Traumatisée par son expérience, Karen décide d’aller se reposer avec son mari Bill (Christopher Stone) dans une sorte de centre dirigé par le docteur Waggner, "La Colonie". Peuplée en apparence de braves Américains plein d’empathie et de gentillesse, qui organisent des barbecues sur fond de concert country, cette communauté est en fait un repaire de loups-garous, bien décidés à accueillir de nouveaux membres par leurs morsures fatales.
L’opposition entre la civilisation et la sauvagerie, théorisée au début du film par le docteur Waggner, trouve ici sa représentation parfaite, les membres de "La Colonie" étant bien décidés à vivre sans entrave leur bestialité.

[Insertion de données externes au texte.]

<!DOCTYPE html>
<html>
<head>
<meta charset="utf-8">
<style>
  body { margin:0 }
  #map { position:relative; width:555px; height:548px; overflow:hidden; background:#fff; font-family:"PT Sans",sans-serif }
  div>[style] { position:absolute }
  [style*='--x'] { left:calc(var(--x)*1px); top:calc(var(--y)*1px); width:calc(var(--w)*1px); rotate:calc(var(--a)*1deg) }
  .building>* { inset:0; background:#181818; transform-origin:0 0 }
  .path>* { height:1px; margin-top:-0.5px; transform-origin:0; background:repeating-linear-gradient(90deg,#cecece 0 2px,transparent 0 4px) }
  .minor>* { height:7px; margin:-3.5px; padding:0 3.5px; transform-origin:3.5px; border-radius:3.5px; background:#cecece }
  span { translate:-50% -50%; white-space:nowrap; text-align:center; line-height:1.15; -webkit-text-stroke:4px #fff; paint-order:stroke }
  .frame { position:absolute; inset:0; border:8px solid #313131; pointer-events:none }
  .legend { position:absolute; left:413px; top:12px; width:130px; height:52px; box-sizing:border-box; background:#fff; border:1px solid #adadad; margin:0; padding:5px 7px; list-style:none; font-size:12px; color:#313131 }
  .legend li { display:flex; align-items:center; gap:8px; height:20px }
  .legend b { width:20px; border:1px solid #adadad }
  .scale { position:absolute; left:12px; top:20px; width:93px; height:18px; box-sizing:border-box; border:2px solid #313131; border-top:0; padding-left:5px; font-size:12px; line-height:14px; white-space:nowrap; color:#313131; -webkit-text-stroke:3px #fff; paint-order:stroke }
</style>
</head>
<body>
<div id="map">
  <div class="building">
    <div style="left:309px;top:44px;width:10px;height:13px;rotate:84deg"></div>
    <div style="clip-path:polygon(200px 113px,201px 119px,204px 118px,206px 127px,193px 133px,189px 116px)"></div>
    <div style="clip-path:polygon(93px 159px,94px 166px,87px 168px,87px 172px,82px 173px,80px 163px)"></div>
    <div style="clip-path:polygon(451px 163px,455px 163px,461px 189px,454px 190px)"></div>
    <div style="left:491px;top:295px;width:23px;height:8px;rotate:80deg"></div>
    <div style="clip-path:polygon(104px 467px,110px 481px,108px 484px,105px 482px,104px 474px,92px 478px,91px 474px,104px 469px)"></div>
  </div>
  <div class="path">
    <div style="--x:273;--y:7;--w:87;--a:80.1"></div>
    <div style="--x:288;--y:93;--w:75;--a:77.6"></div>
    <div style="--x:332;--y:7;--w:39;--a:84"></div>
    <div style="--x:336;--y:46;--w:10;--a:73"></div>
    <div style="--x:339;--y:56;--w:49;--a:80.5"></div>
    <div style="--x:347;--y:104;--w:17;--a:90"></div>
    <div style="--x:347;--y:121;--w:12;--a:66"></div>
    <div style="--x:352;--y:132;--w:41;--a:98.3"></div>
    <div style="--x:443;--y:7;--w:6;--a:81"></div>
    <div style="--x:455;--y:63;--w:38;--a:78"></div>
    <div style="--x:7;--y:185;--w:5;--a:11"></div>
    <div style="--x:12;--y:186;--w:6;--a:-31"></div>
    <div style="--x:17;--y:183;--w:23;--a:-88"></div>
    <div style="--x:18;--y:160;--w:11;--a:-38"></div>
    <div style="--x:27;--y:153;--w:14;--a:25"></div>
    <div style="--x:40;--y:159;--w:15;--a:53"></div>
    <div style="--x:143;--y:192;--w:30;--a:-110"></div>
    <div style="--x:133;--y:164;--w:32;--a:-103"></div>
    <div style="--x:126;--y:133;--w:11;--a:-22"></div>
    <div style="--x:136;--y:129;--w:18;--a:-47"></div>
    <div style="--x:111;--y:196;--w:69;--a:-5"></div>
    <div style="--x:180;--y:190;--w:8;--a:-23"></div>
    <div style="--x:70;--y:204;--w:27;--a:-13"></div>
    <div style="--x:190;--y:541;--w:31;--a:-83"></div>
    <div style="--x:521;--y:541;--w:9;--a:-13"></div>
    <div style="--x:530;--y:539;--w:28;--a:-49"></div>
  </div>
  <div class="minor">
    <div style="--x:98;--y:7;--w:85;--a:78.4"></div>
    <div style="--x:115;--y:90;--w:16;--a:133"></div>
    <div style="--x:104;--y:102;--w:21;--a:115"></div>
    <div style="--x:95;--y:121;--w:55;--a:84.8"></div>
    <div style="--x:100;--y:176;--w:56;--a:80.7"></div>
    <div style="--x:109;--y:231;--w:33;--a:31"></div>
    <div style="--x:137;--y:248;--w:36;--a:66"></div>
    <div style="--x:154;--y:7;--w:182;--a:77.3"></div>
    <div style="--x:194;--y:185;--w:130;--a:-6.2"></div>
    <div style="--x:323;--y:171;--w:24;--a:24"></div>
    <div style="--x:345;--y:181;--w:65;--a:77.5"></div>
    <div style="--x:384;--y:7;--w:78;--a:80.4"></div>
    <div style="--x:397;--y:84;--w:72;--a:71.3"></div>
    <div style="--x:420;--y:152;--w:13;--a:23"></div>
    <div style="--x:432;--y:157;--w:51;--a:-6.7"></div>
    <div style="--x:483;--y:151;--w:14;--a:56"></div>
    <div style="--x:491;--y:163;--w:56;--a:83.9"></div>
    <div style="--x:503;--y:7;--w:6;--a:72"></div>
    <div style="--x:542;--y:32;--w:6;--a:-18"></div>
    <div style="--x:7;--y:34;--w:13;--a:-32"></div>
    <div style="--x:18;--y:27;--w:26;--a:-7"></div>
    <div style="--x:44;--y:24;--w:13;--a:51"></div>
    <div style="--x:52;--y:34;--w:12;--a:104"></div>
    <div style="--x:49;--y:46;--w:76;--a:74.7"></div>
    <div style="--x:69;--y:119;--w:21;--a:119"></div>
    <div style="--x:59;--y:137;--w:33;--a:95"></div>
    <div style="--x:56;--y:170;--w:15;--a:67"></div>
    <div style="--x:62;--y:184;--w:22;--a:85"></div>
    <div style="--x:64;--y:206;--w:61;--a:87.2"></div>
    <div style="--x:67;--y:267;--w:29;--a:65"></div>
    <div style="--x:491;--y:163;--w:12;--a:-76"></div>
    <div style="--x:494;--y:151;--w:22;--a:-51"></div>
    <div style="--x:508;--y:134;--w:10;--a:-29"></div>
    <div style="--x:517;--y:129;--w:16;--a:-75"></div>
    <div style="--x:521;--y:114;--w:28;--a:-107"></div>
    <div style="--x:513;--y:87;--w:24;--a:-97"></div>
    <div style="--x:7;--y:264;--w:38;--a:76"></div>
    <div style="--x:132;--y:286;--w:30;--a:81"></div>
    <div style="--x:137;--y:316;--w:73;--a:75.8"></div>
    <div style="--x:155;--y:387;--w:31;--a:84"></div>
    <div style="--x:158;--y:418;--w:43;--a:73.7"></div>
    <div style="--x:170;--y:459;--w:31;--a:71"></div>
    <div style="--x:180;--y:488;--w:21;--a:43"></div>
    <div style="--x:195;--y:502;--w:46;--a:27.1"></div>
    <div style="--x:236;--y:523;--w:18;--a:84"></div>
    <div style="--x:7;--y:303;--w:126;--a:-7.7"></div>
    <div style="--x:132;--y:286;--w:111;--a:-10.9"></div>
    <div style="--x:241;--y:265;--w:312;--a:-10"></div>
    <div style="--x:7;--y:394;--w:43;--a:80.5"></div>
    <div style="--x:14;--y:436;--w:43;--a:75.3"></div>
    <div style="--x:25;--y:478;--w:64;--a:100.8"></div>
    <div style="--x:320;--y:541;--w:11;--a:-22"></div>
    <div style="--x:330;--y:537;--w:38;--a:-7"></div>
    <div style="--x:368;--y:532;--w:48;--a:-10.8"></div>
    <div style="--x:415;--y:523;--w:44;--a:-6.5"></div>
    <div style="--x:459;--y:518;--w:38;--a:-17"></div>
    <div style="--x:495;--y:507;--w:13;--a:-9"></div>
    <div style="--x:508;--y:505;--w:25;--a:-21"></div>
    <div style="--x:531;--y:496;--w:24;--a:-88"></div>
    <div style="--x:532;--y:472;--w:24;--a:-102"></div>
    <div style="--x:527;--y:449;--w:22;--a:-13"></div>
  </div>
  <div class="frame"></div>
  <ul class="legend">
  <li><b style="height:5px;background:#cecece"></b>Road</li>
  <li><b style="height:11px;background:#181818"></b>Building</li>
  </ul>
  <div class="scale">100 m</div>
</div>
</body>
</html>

De nouveau, Hurlements offre des moments de cinéma d’une beauté stupéfiante.
Il y a bien sûr les scènes mythiques de transformation en loup-garou. Véritables prouesses techniques aux effets spéciaux époustouflants, elles ont aussi cette capacité à saisir – notamment dans leur durée – le caractère libérateur de la mutation. Devenir un loup-garou, c’est assumer sa part d’animalité et retrouver le plaisir de la chair à dévorer et la puissance de la sexualité (y compris à travers l’adultère). Pour les membres de "La Colonie", la civilisation et ses principes ne sont en fait qu’une entrave aux instincts primaires, dont la libération leur permet de retrouver le goût de la vie.
D’une manière plus générale, cette deuxième partie baigne dans une ambiance onirique superbement rendue grâce à la qualité de la photo et de la musique, dans un décor dont les brumes mystérieuses influent directement sur le mental tourmenté de l’héroïne.
Enfin, les scènes d’action sont filmées avec une indéniable efficacité, notamment toutes celles de la fin, lorsque les loups-garous se dévoilent et que les conflits se déchainent.
- Crédit photo : Splendor Films
Oui, mais voilà, si la pertinence du propos et l’efficacité de la mise en scène ne font aucun doute, la narration n’est malheureusement pas à la hauteur de l’ambition. Baisse de rythme et récit parfois mené sans grande conviction, approximation scénaristique, personnages sans trop d’intérêt (le tandem de journalistes enquêteurs, le rédacteur en chef) : tous ces éléments donnent au film un coté atone assez désagréable.
Comme il l’a fait tout au long de sa carrière, Joe Dante cherche un équilibre entre l’horreur et l’humour, entre la peur frontale et la distanciation cinéphilique. Or si ce parti pris fonctionne dans Gremlins ou Piranha, ce n’est pas vraiment le cas ici, ce qu’illustre parfaitement l’enchainement de la séquence finale.
Ainsi, après une scène très émouvante et fiévreusement interprétée par Dee Wallace, avec laquelle Dante pose clairement la question d’accepter ou non sa propre bestialité intérieure, le film enchaîne avec une pirouette gratuite qui dénature complètement son propos.
Bien sur, ce genre de procédé est courant dans le cinéma d’horreur et sa fonction est justement de désamorcer la tension accumulée tout le long du film. Sauf que dans Hurlements cela ne fonctionne pas. Devenir un loup-garou est une épreuve traumatisante et finalement sans issue, cela n’a rien à voir avec le fait de commander un hamburger saignant dans un restaurant.
Pour l’anecdote, le mentor de Rob Bottin, créateur des effets spéciaux sur Hurlements, n’est autre que Rick Baker, mobilisé lui sur l’autre grand film de loup-garou de l’époque, Le Loup-garou de Londres de John Landis, sorti la même année. Les deux films présentent de nombreux points communs, mais on doit reconnaître que, si l’approche thématique de Joe Dante est plus riche et plus profonde, l’œuvre de Landis, davantage équilibrée et cohérente, est un cran au-dessus.